* [Input data]:
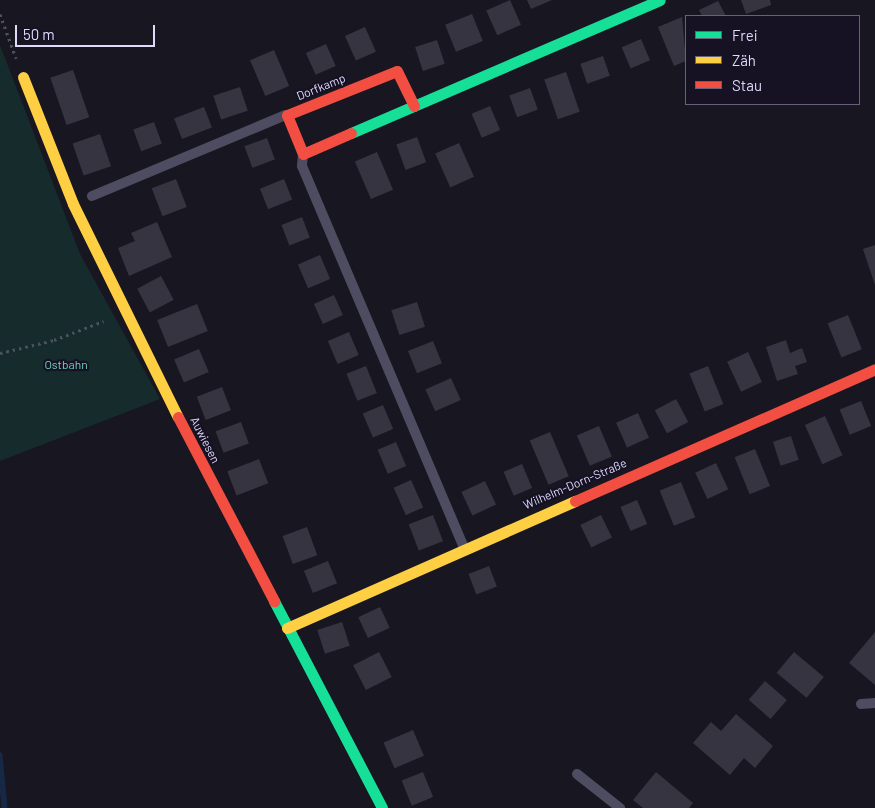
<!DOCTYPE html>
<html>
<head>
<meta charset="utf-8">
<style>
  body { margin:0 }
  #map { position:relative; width:875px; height:808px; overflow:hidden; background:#181620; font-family:Barlow,sans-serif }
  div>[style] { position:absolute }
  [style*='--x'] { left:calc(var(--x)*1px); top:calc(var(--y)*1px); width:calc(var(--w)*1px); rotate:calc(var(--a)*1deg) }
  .green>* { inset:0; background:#162b2c }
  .stream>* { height:5.5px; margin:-2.75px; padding:0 2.75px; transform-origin:2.75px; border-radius:2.75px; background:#172746 }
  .building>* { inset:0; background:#373442; transform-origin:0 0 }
  .path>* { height:3px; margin-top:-1.5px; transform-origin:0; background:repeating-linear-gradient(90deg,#49525e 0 2.5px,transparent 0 6.5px) }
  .lane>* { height:10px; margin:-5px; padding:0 5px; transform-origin:5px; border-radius:5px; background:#4e4c60 }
  .fast>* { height:11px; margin:-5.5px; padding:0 5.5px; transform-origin:5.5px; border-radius:5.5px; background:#16e098 }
  .slow>* { height:11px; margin:-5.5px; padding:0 5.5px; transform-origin:5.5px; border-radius:5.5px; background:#ffcf43 }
  .jam>* { height:11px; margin:-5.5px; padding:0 5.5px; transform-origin:5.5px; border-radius:5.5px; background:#f24e42 }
  span { translate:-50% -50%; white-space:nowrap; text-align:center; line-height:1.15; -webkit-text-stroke:4.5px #161224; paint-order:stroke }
  .street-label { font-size:12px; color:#dfdafa }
  .park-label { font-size:12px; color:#6ed2bc }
  .legend { position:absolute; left:685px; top:15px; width:175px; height:90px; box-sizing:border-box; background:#161224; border:1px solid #66627a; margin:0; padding:6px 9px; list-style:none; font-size:15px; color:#dfdafa }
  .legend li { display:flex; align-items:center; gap:10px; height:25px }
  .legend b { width:25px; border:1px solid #66627a }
  .scale { position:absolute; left:15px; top:25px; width:140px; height:22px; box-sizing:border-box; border:2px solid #dfdafa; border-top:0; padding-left:6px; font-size:15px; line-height:18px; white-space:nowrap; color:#dfdafa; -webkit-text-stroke:4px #161224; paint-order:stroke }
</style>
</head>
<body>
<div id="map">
  <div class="green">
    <i style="clip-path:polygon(0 45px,80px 254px,160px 399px,0 461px)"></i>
  </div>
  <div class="stream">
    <i style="--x:0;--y:755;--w:53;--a:84.6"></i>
  </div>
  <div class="building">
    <i style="left:510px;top:0;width:27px;height:26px;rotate:66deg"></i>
    <i style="clip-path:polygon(527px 0,552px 0,531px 9px)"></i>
    <i style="clip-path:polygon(741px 0,770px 0,771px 5px,746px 14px)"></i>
    <i style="clip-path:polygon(718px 1px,726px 16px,702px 16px,699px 10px)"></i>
    <i style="left:472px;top:14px;width:29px;height:29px;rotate:68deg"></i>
    <i style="clip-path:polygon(682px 17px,686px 61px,674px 66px,658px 27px)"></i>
    <i style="left:365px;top:27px;width:27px;height:22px;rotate:66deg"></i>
    <i style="left:641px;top:39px;width:23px;height:21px;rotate:67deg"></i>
    <i style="left:437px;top:40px;width:25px;height:23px;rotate:72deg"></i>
    <i style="left:326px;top:44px;width:24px;height:22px;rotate:66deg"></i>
    <i style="left:274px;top:50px;width:39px;height:26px;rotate:67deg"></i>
    <i style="left:603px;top:56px;width:21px;height:24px;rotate:71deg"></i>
    <i style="left:73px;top:70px;width:50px;height:24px;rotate:71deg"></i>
    <i style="left:566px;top:72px;width:42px;height:23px;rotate:71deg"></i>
    <i style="left:240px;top:87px;width:25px;height:28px;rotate:72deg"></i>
    <i style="left:530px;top:88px;width:23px;height:22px;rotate:70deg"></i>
    <i style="left:490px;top:106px;width:26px;height:20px;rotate:67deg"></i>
    <i style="left:204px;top:107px;width:22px;height:32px;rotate:69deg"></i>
    <i style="left:154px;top:122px;width:23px;height:22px;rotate:70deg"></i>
    <i style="left:100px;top:134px;width:34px;height:29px;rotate:71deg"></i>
    <i style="left:417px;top:137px;width:27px;height:22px;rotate:70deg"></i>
    <i style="left:267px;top:138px;width:23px;height:24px;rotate:70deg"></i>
    <i style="left:459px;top:143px;width:37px;height:26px;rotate:66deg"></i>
    <i style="left:377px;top:152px;width:41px;height:24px;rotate:67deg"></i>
    <i style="left:176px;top:179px;width:30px;height:26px;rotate:69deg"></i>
    <i style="left:284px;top:179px;width:22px;height:26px;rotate:68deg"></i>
    <i style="left:302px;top:217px;width:22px;height:22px;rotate:69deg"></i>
    <i style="clip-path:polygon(157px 222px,172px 257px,129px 276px,118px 248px,135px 241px,131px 233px)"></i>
    <i style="clip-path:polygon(875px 245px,875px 285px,863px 249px)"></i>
    <i style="left:320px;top:255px;width:26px;height:24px;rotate:67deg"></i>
    <i style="left:161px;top:276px;width:27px;height:27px;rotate:62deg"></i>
    <i style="left:334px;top:295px;width:22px;height:22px;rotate:66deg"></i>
    <i style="left:417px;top:302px;width:26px;height:27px;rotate:72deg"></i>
    <i style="left:197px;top:304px;width:29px;height:43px;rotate:68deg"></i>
    <i style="left:848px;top:315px;width:37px;height:22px;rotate:68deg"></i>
    <i style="left:349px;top:332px;width:25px;height:23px;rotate:67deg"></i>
    <i style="clip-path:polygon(786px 340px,790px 353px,802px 348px,807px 362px,795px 366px,798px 374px,777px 381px,766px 347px)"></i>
    <i style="left:433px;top:341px;width:24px;height:27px;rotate:68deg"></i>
    <i style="left:199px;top:349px;width:25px;height:27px;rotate:67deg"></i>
    <i style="left:748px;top:352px;width:33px;height:23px;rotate:65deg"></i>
    <i style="left:366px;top:366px;width:29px;height:21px;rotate:68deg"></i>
    <i style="left:708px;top:366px;width:41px;height:20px;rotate:68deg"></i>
    <i style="left:451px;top:378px;width:24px;height:28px;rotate:66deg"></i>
    <i style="left:222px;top:387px;width:25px;height:27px;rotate:69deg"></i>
    <i style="left:676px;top:399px;width:26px;height:24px;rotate:62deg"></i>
    <i style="left:861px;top:401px;width:27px;height:23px;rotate:68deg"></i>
    <i style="left:383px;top:405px;width:26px;height:22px;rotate:67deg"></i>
    <i style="left:638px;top:413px;width:27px;height:24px;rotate:66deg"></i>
    <i style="left:825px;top:416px;width:43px;height:22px;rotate:66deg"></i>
    <i style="left:241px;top:422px;width:23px;height:27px;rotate:70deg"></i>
    <i style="left:599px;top:426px;width:33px;height:24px;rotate:67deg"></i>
    <i style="left:550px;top:432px;width:48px;height:22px;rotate:67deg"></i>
    <i style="left:791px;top:436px;width:25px;height:19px;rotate:72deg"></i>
    <i style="left:396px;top:442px;width:26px;height:20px;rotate:67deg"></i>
    <i style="left:755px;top:449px;width:40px;height:22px;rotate:68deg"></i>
    <i style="left:259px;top:459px;width:26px;height:34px;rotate:69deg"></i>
    <i style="left:716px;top:463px;width:29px;height:23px;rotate:65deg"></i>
    <i style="left:522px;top:464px;width:26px;height:20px;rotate:67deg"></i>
    <i style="left:411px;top:480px;width:30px;height:19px;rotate:66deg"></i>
    <i style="left:485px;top:481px;width:26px;height:26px;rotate:65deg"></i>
    <i style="left:681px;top:482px;width:38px;height:23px;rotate:68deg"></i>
    <i style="left:637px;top:500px;width:26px;height:18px;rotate:67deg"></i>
    <i style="left:433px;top:515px;width:28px;height:26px;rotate:69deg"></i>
    <i style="left:601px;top:515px;width:25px;height:23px;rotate:64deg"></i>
    <i style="left:307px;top:527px;width:30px;height:26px;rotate:70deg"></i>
    <i style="left:328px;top:561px;width:24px;height:26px;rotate:68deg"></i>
    <i style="left:489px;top:566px;width:22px;height:22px;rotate:69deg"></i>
    <i style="left:380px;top:607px;width:23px;height:24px;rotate:65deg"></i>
    <i style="left:342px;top:622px;width:25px;height:26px;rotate:72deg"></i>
    <i style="clip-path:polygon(875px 632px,875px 685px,849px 663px)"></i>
    <i style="left:379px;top:652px;width:28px;height:29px;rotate:63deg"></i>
    <i style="left:794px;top:652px;width:39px;height:27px;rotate:40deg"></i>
    <i style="left:765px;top:681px;width:29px;height:25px;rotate:41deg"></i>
    <i style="clip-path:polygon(736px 714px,773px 746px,755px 768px,744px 758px,730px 775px,693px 743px,711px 722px,721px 731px)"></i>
    <i style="left:413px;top:730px;width:28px;height:32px;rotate:67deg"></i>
    <i style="left:423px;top:772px;width:27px;height:23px;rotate:68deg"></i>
    <i style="clip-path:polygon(656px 772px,693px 803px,689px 808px,643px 808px,633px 800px)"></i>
  </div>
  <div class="path">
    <i style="--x:0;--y:14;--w:47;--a:70"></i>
    <i style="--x:0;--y:353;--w:56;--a:-13.5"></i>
    <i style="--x:54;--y:340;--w:53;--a:-20.8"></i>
  </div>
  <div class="lane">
    <i style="--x:303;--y:154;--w:12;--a:95"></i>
    <i style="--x:302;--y:166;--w:415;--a:67"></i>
    <i style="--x:92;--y:196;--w:210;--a:-22.7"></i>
    <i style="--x:861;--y:704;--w:14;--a:-4"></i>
    <i style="--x:577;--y:774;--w:55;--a:38.3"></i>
  </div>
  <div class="fast">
    <i style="--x:351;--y:133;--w:336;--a:-23.3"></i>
    <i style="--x:274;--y:601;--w:233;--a:62.4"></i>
  </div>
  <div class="slow">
    <i style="--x:23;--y:77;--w:136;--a:68.5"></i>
    <i style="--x:73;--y:204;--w:237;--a:63.8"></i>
    <i style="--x:287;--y:628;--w:315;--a:-23.8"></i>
  </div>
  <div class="jam">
    <i style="--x:351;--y:133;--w:52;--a:156.4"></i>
    <i style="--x:303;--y:154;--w:42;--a:-112.3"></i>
    <i style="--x:287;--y:115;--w:118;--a:-21.8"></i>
    <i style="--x:397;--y:71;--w:39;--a:64"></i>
    <i style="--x:178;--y:417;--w:208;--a:62.4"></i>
    <i style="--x:575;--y:501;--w:328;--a:-23.7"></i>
  </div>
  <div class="street-label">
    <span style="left:321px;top:87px;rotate:-22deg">Dorfkamp</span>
    <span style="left:205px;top:440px;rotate:63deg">Auwiesen</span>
    <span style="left:575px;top:484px;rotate:-23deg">Wilhelm-Dorn-Straße</span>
  </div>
  <div class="park-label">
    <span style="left:66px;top:365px">Ostbahn</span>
  </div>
  <ul class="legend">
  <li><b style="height:6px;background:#16e098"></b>Frei</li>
  <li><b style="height:6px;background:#ffcf43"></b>Zäh</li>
  <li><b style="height:6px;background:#f24e42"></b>Stau</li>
  </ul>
  <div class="scale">50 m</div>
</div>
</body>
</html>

* [Work instructions]: Tell how many lines in the data hold the string "stream", giving the number by itself.

* [Solution to the problem]: 2